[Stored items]
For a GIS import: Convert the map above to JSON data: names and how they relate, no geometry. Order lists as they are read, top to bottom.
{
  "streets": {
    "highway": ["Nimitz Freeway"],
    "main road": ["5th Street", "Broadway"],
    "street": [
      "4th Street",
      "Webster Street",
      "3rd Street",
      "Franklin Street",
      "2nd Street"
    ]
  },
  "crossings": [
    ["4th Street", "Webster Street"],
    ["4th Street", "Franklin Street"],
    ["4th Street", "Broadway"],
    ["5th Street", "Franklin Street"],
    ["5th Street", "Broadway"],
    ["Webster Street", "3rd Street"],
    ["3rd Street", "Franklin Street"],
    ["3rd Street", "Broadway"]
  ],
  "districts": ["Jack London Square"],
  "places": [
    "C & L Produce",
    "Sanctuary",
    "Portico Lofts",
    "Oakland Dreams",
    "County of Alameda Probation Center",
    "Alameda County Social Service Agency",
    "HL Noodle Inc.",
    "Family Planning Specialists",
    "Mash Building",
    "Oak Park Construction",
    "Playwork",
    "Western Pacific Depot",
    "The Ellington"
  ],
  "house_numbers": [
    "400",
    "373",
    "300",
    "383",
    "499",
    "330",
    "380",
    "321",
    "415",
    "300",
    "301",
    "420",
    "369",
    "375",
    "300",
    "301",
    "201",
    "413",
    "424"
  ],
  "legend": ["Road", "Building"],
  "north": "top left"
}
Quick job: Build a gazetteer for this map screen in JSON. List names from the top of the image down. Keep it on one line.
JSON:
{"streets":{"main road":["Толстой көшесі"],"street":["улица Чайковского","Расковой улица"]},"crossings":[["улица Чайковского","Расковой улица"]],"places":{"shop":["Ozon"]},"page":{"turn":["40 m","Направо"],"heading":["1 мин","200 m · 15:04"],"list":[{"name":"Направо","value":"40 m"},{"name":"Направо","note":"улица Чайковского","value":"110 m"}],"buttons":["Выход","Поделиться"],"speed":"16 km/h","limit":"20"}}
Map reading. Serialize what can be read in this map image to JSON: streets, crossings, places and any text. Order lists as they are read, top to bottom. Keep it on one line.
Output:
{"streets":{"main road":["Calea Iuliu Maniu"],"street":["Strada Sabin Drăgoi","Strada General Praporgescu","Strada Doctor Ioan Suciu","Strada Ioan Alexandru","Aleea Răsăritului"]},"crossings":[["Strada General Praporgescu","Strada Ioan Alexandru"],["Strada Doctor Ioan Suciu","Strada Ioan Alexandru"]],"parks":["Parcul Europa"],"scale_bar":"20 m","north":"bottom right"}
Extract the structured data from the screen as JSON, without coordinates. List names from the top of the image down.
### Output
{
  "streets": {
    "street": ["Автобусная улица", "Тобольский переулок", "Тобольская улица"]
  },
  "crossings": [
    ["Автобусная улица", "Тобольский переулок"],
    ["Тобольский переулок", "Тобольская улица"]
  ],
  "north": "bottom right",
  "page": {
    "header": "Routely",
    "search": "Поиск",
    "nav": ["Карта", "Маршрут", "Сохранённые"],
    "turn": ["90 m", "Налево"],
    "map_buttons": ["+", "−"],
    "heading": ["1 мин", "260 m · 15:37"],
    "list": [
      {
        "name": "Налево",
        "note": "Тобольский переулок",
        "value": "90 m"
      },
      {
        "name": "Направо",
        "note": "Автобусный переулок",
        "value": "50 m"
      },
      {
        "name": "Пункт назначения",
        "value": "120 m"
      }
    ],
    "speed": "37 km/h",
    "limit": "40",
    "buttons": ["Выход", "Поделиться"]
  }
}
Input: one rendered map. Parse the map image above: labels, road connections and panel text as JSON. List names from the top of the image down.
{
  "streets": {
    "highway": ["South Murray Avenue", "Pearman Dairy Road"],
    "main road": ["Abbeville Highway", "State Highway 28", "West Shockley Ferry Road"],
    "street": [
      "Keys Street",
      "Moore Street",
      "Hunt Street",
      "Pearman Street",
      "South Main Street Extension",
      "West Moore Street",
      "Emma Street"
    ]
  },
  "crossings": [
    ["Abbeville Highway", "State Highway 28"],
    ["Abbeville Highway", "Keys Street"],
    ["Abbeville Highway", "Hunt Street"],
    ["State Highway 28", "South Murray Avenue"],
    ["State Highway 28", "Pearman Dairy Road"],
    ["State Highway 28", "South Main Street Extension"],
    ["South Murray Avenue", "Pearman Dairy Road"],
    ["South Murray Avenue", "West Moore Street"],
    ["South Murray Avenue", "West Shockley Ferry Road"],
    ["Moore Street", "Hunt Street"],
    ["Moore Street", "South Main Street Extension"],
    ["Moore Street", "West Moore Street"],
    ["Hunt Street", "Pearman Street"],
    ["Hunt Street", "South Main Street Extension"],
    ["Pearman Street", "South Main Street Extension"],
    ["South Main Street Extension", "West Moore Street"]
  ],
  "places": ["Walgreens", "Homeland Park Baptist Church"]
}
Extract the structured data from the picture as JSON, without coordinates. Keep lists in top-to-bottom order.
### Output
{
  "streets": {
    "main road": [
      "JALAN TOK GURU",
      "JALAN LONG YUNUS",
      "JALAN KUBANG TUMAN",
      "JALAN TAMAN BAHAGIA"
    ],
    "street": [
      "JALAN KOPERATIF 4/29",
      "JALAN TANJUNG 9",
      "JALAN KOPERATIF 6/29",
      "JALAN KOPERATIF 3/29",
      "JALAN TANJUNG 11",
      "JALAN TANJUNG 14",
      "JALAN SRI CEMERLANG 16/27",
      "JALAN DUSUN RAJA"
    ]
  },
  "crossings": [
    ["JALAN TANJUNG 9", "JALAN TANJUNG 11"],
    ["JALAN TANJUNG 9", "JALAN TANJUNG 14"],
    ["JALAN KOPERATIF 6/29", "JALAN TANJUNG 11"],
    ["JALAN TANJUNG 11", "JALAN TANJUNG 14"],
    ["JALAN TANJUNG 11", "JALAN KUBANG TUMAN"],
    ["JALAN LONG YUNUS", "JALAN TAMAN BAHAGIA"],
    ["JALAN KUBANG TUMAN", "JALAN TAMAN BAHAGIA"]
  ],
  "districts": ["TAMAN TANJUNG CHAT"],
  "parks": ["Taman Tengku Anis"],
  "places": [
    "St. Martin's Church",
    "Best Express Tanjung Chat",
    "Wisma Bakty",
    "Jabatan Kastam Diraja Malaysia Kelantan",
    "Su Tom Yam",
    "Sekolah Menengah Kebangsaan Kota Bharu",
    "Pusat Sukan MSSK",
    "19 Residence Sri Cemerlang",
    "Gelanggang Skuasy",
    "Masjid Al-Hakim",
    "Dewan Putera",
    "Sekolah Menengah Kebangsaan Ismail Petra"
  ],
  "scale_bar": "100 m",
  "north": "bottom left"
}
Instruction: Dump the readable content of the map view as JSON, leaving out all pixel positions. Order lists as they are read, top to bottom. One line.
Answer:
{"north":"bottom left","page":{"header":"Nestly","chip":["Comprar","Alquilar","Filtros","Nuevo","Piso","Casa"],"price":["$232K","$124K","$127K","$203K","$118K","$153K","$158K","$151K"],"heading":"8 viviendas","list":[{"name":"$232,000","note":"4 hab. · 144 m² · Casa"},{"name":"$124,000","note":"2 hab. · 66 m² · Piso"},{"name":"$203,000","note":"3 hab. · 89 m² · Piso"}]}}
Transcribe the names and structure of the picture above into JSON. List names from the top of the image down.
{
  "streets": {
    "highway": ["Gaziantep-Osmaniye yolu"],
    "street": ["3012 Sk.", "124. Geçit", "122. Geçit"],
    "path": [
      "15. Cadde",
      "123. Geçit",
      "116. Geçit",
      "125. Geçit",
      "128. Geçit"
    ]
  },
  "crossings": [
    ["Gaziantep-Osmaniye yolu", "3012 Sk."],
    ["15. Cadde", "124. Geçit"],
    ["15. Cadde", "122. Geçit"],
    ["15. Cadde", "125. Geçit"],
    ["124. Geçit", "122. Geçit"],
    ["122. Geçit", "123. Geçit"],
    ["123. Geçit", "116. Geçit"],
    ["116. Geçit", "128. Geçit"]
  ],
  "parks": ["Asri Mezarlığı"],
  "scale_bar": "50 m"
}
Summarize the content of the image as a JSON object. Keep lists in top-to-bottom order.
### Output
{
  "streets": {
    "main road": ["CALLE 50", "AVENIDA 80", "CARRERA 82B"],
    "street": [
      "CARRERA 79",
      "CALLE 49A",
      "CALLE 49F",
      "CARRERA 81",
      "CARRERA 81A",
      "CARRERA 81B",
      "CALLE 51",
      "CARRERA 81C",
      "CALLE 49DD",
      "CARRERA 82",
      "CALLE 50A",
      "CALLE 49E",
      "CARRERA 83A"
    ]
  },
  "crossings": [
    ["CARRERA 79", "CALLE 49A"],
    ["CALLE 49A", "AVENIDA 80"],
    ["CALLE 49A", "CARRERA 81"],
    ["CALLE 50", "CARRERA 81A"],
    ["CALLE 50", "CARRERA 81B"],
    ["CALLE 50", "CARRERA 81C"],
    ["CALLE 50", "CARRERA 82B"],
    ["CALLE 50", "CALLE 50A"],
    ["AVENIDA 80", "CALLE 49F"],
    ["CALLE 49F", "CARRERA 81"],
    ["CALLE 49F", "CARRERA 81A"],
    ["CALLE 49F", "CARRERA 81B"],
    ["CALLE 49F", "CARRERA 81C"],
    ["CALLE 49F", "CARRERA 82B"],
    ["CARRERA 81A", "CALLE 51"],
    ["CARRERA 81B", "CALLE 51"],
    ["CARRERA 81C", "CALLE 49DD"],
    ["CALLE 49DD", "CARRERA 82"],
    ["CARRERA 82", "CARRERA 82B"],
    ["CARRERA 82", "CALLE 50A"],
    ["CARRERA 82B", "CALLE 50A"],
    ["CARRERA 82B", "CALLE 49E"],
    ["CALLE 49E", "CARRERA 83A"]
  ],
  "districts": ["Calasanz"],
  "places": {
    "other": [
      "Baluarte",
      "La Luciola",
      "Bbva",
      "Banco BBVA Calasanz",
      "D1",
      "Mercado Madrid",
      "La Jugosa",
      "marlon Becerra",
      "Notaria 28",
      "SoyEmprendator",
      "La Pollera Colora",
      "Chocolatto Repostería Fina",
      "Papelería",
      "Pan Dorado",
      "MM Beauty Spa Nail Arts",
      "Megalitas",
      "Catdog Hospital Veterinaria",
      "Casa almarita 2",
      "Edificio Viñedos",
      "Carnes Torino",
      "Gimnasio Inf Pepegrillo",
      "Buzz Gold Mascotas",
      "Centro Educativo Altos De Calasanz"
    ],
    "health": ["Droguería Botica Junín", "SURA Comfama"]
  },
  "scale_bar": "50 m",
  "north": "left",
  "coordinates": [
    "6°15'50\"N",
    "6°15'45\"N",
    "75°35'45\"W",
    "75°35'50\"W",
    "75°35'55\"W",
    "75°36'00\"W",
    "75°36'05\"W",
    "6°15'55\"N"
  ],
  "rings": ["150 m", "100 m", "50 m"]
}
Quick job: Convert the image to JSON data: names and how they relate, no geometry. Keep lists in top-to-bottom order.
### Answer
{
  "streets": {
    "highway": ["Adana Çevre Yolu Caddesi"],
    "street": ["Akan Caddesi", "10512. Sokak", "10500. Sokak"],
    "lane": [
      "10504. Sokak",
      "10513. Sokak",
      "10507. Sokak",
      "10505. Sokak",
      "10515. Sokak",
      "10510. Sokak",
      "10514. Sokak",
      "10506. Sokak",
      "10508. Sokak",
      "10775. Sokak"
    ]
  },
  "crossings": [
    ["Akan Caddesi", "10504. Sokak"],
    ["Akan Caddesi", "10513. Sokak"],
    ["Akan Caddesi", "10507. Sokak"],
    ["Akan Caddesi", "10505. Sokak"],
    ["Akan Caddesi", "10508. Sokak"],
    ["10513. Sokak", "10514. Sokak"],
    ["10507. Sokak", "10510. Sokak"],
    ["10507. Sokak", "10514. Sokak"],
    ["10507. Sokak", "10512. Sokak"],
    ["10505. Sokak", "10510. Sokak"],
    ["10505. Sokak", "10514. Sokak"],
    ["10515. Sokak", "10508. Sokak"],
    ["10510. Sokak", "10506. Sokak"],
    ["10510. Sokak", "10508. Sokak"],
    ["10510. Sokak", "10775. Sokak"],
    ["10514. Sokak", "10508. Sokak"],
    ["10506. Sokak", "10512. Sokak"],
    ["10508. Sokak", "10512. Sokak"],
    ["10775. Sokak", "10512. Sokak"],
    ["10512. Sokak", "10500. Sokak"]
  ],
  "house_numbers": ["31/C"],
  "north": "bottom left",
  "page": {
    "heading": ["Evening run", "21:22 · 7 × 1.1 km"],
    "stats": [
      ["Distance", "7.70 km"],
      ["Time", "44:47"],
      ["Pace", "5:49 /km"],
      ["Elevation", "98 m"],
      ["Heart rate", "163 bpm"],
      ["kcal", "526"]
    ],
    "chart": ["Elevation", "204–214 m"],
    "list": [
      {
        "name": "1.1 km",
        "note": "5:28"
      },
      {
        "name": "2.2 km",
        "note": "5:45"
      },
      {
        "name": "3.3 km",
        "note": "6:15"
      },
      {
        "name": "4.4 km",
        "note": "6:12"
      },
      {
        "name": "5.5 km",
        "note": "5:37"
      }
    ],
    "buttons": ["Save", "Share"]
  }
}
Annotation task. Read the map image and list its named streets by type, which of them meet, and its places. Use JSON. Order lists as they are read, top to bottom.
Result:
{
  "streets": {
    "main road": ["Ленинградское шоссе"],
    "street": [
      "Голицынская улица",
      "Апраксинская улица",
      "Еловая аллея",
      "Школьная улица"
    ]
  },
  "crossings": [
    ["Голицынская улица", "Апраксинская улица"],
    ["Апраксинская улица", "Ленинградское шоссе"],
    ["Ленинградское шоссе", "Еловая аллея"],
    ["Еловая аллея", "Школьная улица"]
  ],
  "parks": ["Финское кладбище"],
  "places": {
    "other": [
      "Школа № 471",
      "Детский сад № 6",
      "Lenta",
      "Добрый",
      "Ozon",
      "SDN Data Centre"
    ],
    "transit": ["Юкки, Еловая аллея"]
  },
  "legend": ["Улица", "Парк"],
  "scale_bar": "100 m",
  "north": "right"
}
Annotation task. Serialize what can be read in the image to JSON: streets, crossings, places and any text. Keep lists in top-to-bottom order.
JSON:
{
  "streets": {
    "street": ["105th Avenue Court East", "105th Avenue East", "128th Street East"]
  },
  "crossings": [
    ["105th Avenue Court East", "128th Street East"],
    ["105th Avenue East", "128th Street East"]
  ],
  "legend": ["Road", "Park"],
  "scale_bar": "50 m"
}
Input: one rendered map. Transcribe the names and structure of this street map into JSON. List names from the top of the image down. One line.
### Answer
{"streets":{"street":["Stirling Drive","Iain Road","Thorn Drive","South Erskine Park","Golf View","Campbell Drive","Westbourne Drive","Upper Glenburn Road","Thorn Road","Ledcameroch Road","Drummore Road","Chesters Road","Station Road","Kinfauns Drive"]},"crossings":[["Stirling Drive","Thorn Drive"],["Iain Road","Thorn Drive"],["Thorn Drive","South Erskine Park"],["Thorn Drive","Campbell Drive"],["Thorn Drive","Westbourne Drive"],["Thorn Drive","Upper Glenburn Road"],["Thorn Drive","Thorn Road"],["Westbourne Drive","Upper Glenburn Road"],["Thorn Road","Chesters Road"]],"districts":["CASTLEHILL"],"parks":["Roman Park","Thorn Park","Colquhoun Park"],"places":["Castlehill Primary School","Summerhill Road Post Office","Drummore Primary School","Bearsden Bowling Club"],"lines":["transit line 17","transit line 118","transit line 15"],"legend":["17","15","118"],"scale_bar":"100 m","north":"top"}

## WORK INSTRUCTIONS
Where the data above reaches the line holding "Quick job: Build", begin printing, and stop after the line holding "Extract the structured data from the screen". Each line must be reproduced exactly, with nothing else added.

## OUTPUT
Quick job: Build a gazetteer for this map screen in JSON. List names from the top of the image down. Keep it on one line.
JSON:
{"streets":{"main road":["Толстой көшесі"],"street":["улица Чайковского","Расковой улица"]},"crossings":[["улица Чайковского","Расковой улица"]],"places":{"shop":["Ozon"]},"page":{"turn":["40 m","Направо"],"heading":["1 мин","200 m · 15:04"],"list":[{"name":"Направо","value":"40 m"},{"name":"Направо","note":"улица Чайковского","value":"110 m"}],"buttons":["Выход","Поделиться"],"speed":"16 km/h","limit":"20"}}
Map reading. Serialize what can be read in this map image to JSON: streets, crossings, places and any text. Order lists as they are read, top to bottom. Keep it on one line.
Output:
{"streets":{"main road":["Calea Iuliu Maniu"],"street":["Strada Sabin Drăgoi","Strada General Praporgescu","Strada Doctor Ioan Suciu","Strada Ioan Alexandru","Aleea Răsăritului"]},"crossings":[["Strada General Praporgescu","Strada Ioan Alexandru"],["Strada Doctor Ioan Suciu","Strada Ioan Alexandru"]],"parks":["Parcul Europa"],"scale_bar":"20 m","north":"bottom right"}
Extract the structured data from the screen as JSON, without coordinates. List names from the top of the image down.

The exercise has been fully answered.